Per fortuna ci sono le foto perché, altrimenti, mi perderei in un’altra lunga lista
di aggettivi entusiastici, procurandovi sonnolenza. Io mi limito
a dire che da una parte c’era il tramonto sul mare, tra gli
scogli, dall’altra c’era questa infinita parete di roccia
verticale ai cui piedi si stendeva una lunga spiaggia. A
sinistra e a destra c’erano le solite scogliere bianche e quelle
colorate. Le eruzioni vulcaniche e gli smottamenti che
avevano formato queste isole erano autori di autentici
capolavori. Non conosco artisti bravi quanto la natura –
anche se, lo ammetto, le creazioni dei vulcani sono casuali e
talvolta pure un tantino catastrofiche.
Cenammo mentre si
faceva buio e la baia da azzurra diveniva rosa, rossa e infine
nera. Dopo cena, in tre prendemmo il tender e decidemmo di
remare per quattrocento metri fino alla spiaggia. Al buio, era
un’esperienza abbastanza forte, con i riflessi della luna che
brillavano talvolta sulla schiuma delle onde, rilevando la
presenza di uno scoglio vicino o della spiaggia in lontananza.

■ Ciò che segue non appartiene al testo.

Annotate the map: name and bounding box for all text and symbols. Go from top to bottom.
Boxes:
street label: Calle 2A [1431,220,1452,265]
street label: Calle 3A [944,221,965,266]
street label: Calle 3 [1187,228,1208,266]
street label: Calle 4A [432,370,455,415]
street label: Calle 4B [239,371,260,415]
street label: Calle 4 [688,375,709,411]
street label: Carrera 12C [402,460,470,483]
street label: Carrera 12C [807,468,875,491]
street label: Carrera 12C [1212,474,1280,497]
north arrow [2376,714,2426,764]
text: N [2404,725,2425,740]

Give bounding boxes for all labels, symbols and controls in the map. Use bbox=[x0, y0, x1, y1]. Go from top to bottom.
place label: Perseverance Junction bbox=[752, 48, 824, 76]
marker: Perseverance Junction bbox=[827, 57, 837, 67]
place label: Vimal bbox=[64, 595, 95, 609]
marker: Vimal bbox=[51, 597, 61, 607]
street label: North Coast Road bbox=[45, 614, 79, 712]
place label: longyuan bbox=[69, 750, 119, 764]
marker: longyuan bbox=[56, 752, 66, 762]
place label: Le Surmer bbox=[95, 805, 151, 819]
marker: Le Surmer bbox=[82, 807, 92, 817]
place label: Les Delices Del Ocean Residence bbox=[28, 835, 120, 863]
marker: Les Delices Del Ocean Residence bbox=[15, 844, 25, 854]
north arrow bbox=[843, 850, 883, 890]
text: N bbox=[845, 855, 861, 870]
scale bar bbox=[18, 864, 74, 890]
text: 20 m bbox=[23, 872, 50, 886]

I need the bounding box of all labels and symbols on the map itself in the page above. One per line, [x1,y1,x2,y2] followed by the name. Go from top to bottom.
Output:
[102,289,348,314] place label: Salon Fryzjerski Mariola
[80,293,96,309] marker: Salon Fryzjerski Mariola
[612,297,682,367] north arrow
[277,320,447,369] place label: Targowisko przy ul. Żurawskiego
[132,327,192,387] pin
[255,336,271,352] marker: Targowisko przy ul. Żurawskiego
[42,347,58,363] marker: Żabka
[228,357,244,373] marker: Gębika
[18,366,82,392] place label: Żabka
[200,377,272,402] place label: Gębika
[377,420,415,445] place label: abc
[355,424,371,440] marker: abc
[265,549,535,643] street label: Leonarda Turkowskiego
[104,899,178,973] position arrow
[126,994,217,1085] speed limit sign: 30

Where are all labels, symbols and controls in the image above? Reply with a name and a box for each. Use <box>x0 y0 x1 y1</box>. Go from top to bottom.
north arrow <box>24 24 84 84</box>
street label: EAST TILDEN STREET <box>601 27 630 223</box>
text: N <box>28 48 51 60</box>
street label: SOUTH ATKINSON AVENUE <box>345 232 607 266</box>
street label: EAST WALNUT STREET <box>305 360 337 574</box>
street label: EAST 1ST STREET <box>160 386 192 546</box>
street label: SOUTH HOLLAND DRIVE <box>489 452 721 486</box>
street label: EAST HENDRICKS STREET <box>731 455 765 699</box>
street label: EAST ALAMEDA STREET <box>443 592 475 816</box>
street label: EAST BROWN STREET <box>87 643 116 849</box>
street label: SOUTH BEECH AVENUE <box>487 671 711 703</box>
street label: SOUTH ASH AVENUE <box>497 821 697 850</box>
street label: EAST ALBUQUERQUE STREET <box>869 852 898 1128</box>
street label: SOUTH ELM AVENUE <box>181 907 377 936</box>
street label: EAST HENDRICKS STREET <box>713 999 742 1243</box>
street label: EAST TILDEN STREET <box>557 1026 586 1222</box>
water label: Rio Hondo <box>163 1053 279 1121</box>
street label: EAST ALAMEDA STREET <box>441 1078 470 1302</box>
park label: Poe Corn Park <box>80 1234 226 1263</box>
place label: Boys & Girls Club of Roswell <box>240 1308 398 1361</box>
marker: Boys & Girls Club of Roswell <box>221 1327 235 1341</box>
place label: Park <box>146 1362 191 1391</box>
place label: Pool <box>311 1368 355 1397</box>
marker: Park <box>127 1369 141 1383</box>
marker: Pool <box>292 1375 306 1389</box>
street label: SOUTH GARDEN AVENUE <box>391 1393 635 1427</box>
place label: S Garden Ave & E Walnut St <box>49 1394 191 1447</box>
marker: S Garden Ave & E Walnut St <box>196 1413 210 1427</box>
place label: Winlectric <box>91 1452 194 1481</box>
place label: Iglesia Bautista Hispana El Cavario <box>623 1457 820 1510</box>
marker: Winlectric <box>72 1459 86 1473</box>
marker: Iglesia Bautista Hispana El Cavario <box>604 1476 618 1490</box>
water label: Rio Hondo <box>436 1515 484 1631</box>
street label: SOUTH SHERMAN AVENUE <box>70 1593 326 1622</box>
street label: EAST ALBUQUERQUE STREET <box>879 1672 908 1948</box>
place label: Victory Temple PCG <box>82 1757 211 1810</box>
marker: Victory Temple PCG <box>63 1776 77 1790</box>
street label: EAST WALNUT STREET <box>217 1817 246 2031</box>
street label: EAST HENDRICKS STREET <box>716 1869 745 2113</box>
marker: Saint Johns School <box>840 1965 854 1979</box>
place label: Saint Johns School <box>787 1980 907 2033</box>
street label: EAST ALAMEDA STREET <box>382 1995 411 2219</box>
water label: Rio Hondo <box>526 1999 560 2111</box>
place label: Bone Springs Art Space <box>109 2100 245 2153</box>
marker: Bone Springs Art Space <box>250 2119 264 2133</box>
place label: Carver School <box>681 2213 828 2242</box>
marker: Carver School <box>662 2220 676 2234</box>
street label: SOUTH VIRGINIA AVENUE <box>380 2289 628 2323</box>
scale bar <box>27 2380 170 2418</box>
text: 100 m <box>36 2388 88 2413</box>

Una volta arrivati, ci accorgemmo d’avere dimenticato le
ciabatte e tornammo indietro a prenderle. Ripartimmo e
finalmente sbarcammo sulla battigia.
L’accesso alla
spiaggia di Chiaia di Luna è vietato per il rischio di caduta
massi dalla scogliera, quindi è sempre deserta. Altrimenti, c’è
un modo per raggiungerla dal paese di Ponza: un tunnel nel
tufo lungo duecento metri, scavato dai romani 2000 anni fa,
che buca la scogliera fino a raggiungere l’altro lato dell’isola.
Muniti di torcia,
c’infilammo quindi nel tunnel, con un vago senso di
claustrofobia, e dopo pochi minuti di cammino (che sembrarono
lunghissimi) spuntammo all’aria aperta. Tirammo un sospiro di
sollievo e camminammo su una strada asfaltata fino a raggiungere
il lungomare di Ponza paese. C’erano un porticciolo, casette
colorate, gelaterie e turisti (quindi al mondo esistevano altre
persone oltre a noi: ce ne stavamo dimenticando). Non vivemmo
una serata particolarmente vivace, stanchi dopo una giornata
iniziata con una navigazione notturna e continuata nuotando e
remando, ma fu una bella avventura.
Era mezzanotte quando
percorremmo nuovamente il tunnel. Per entrare dovemmo scavalcare
un cancello: se spostandosi dalla spiaggia al paese l’accesso
sembrava aperto e lecito, il percorso inverso era apparentemente
bloccato.
Sulla spiaggia
ritrovammo il canotto e rientremmo alla barca. Quella giusta,
fortunamente, nonostante il buio. Avevamo sonno. Buonanotte.
L’alba a Chiaia di
Luna non è affatto male, anzi, stupisce e commuove.
Salpammo
l’ancora e ci dirigemmo verso Ventotene, distante venti
miglia, a sud-est. Dopo una bella veleggiata ormeggiammo in
porto, stavolta, in modo da girare comodamente per il paese e
fare rifornimento di cibo e… beh, vino, ovviamente. La
particolarità di questa bellissima isola è il porto romano,
scavato nel tufo, con moli e bitte ricavate dalle roccia duemila
anni fa. La cittadina è assai pittoresca.
Ci sono alcune
spiagge, molto frequentate, al contrario di Palmarola e Chiaia
di Luna. Nonostante la gente, sono notevoli perché, facendo
snorkeling, si possono esplorare le vasche subacquee scavate dai
romani per allevare murene e altri pesci. Era tutto talmente
sorprendente che si rimaneva senza parole… per fortuna perché
sennò sott’acqua avremmo bevuto. Bastava indossare la maschera e
con due bracciate ci si ritrovava tra nuvole di occhiate, vasche
naturali, acqua ovviamente limpida, una stella marina… andateci,
per favore.
Passammo una notte
tranquilla in porto (ah, allora è così che si dorme… finalmente).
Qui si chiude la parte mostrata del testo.